Stored data |

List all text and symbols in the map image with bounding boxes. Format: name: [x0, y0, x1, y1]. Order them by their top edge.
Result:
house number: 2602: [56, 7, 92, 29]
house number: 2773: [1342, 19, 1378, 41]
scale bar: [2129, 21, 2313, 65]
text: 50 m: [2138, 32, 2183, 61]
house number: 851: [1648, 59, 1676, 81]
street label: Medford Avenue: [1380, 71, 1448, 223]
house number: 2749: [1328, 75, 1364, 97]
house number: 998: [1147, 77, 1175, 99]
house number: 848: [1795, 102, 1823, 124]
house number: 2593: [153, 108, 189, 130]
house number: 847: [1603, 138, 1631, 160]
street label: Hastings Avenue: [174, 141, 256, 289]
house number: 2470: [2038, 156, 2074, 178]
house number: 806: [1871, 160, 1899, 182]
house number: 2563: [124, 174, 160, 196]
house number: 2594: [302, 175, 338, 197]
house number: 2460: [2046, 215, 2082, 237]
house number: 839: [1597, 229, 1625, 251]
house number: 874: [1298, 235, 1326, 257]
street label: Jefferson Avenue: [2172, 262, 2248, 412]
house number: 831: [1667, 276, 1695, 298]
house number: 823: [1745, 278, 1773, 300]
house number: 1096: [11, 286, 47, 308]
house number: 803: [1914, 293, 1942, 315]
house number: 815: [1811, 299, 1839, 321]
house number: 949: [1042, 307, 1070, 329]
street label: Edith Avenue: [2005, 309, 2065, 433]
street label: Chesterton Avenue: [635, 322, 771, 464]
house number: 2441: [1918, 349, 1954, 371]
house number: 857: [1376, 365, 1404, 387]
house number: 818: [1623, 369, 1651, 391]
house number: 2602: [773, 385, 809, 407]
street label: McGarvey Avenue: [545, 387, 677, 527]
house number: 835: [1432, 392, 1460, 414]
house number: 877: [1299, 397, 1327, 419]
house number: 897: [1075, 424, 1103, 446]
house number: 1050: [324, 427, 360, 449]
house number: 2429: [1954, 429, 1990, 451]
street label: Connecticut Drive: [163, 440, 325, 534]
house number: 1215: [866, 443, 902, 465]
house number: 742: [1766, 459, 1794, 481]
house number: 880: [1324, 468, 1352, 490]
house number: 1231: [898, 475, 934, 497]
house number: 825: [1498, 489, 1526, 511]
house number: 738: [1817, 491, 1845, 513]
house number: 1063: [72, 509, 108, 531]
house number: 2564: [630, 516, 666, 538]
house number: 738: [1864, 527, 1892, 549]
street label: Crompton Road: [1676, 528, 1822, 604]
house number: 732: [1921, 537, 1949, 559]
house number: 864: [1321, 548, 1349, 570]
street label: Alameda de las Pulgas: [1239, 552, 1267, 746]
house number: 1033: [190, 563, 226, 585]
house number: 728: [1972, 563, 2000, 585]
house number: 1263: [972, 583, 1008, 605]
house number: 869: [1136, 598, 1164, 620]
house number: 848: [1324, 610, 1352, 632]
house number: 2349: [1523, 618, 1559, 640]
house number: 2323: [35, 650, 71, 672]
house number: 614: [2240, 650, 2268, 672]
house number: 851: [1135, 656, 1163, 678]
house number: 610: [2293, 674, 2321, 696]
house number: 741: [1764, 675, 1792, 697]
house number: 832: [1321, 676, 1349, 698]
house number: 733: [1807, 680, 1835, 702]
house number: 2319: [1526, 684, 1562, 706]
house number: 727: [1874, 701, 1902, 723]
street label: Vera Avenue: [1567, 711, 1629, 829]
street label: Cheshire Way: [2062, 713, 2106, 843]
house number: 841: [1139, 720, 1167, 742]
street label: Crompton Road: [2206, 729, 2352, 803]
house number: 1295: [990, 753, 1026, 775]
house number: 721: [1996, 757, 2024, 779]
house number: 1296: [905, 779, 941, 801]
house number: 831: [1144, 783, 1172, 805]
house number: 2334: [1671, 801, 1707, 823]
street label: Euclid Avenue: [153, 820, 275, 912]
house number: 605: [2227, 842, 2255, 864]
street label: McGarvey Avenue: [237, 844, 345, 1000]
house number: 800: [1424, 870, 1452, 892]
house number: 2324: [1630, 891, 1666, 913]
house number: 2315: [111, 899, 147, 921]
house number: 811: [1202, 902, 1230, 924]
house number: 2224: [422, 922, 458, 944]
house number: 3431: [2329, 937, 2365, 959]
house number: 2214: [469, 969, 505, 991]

Task directions | From the records, copy out each line that includes the string "McGarvey".

Solution to this task |
street label: McGarvey Avenue: [545, 387, 677, 527]
street label: McGarvey Avenue: [237, 844, 345, 1000]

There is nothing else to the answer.